The tax had been reduced once before in 2009 after voters approved the Legacy Amendment, a 0.375 percent tax that funds state-wide environmental conservation. Minneapolis could have asked the legislature for an exemption from its lodging tax cap then, but failed to do so. The city has now failed again.
“This is a particular concern for the city’s current 2017 and future budgets, as well as with the upcoming Super Bowl,” according to a memo from city staff, which accompanied an October 6 letter from Council President Barb Johnson to the Hennepin County Board.
In that letter, Johnson appealed to county commissioners to support a legislative change restoring the city’s lodging tax to 3 percent.
But that’s nearly impossible to pull off ahead of the Super Bowl, which is February 4. The legislature reconvenes on February 20. Short of getting Governor Mark Dayton to call a special session, Minneapolis is out of luck.

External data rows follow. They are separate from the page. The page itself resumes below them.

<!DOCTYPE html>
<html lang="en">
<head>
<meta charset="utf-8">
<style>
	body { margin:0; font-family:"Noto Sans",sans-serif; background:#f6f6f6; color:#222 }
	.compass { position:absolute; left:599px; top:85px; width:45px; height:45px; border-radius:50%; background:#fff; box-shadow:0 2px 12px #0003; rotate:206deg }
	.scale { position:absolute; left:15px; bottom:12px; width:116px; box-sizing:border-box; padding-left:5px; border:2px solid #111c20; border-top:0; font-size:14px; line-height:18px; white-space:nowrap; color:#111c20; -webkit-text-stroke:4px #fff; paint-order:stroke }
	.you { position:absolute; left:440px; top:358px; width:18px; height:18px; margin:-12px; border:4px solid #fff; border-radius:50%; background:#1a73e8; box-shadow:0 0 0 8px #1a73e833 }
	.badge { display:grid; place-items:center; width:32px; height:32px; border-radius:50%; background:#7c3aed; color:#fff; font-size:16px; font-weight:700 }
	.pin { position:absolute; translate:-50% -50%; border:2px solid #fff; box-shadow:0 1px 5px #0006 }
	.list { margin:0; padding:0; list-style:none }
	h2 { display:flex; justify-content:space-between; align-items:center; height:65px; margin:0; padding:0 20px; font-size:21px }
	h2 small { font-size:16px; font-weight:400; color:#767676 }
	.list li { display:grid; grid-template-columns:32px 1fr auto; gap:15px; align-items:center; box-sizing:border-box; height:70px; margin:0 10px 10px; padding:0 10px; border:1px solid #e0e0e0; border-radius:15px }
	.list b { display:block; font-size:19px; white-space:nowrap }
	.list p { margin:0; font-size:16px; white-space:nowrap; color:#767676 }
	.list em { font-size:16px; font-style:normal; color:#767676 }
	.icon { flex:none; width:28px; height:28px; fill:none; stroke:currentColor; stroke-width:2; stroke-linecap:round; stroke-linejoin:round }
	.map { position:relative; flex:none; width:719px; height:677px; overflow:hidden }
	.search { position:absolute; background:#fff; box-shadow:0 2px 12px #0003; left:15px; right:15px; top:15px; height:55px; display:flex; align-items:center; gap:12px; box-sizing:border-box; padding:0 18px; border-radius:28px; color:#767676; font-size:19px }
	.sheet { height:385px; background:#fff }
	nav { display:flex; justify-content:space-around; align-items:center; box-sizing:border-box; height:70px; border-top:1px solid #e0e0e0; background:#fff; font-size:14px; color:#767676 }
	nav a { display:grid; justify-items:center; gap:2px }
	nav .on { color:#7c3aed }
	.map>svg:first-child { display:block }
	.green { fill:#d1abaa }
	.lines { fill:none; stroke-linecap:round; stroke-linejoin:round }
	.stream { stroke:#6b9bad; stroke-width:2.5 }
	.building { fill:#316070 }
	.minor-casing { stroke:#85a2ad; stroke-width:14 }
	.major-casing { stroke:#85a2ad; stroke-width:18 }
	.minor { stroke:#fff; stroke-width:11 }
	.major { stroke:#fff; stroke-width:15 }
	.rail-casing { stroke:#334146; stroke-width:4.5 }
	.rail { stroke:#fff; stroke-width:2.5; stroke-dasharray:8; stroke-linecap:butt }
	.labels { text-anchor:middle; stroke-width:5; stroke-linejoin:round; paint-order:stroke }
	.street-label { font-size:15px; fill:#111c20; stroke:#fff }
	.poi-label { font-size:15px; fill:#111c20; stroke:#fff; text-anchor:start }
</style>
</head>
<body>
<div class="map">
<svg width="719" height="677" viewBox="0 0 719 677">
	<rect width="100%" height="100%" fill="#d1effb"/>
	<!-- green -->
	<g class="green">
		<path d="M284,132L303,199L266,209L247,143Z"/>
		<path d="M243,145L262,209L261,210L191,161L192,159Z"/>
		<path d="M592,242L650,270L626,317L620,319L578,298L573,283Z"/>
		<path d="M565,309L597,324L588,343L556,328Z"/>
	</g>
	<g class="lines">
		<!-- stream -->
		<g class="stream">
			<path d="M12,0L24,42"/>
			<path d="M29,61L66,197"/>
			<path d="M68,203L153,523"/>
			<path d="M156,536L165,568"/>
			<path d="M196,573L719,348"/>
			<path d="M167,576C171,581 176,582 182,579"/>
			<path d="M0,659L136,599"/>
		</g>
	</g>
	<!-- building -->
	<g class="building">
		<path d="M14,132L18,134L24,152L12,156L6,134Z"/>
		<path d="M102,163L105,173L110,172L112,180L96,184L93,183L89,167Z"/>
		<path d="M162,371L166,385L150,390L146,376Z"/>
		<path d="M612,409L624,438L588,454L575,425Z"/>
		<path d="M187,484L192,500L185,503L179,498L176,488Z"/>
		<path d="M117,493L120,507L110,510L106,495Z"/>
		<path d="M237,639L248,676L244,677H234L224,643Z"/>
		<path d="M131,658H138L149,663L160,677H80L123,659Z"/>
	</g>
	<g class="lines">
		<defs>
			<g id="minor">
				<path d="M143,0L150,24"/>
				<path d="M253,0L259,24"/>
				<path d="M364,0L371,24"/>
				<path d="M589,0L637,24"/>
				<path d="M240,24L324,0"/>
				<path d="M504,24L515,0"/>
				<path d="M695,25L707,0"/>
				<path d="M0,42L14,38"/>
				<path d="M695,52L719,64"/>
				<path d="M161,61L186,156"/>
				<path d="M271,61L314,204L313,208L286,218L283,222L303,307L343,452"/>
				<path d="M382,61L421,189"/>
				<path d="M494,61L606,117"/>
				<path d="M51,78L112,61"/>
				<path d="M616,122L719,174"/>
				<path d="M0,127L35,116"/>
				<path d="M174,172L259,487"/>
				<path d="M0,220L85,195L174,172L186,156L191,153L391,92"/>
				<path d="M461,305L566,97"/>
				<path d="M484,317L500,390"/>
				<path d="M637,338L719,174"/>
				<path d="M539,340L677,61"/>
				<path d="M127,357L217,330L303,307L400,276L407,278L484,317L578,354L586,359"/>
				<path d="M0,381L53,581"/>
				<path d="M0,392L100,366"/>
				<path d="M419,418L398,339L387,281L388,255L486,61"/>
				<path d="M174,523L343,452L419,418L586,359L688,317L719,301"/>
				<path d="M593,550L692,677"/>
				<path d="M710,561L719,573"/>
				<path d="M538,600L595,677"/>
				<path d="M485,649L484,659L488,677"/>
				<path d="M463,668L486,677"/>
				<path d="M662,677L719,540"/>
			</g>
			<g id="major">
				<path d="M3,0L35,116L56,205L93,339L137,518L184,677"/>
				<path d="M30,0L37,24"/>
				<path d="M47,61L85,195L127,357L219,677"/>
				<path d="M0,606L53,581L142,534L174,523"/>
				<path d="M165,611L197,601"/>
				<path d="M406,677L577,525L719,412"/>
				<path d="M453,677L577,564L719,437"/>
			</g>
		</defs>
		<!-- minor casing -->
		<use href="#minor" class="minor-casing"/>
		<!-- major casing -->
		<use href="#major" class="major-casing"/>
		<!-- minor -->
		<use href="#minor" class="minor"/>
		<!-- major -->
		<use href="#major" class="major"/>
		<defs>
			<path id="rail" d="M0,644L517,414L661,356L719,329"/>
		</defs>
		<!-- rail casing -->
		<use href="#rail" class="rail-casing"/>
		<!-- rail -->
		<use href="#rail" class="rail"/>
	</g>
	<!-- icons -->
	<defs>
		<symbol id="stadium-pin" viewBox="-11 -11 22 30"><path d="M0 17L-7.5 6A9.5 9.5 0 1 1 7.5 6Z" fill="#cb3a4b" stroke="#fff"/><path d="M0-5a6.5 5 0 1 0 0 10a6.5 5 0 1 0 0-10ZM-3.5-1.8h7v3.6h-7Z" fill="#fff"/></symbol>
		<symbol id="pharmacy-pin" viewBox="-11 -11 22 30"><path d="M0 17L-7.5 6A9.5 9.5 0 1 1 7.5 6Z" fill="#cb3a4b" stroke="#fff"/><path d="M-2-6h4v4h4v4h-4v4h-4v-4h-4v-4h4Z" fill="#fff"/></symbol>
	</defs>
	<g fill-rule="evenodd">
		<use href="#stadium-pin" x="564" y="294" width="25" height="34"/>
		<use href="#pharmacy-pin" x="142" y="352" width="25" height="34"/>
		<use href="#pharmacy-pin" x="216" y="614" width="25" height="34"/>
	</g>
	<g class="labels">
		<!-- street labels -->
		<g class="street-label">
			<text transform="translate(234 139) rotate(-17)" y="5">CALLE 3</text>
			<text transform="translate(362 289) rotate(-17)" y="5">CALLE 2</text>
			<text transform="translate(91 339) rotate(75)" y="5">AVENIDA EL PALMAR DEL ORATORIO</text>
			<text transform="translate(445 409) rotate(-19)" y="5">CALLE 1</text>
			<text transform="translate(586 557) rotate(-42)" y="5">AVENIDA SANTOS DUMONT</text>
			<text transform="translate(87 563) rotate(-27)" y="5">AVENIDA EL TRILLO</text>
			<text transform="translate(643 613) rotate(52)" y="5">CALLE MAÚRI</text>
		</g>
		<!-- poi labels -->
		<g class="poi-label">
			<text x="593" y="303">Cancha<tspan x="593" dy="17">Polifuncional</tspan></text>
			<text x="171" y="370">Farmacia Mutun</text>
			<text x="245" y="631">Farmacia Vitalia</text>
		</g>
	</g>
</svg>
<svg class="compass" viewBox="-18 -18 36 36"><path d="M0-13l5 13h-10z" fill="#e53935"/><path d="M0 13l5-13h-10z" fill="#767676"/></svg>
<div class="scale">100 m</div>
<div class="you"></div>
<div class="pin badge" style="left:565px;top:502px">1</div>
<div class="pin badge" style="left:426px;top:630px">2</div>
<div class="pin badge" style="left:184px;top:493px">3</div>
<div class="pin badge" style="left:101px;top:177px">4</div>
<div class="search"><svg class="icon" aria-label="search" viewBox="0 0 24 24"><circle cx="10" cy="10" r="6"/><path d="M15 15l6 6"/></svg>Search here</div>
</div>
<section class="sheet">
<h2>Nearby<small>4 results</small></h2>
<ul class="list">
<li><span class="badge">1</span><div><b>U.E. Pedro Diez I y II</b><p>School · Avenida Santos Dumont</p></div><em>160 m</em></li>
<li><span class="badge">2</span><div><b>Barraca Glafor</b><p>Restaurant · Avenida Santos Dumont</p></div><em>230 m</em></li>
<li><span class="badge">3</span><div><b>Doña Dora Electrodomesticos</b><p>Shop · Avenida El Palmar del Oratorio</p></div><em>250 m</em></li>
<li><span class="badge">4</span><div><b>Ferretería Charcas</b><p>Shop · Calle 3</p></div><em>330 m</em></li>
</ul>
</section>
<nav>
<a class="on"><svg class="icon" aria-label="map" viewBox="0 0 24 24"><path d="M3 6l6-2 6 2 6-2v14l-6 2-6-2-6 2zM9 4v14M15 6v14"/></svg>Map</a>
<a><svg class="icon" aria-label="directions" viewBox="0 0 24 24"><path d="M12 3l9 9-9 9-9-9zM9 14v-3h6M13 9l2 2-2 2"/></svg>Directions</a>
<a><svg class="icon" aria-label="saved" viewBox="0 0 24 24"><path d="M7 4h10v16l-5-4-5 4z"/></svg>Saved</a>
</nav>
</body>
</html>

“[Lodging taxes] are dollars that are important to us and they're dollars that can then be used to reduce the need for more property taxes,” Johnson says. “We want to capture revenue from people that visit us. That's part of our reason for being in the convention industry. It's an industry that people spend a lot of money and don't draw on city services as much.”
Meanwhile, the city council recently approved new regulations on short-term rentals. People who rent out their entire homes to guests will now have to apply for a $46 annual license, while small hosting platforms would pay a $630 licensing fee, and large hosting platforms would pay a $5,000 licensing fee.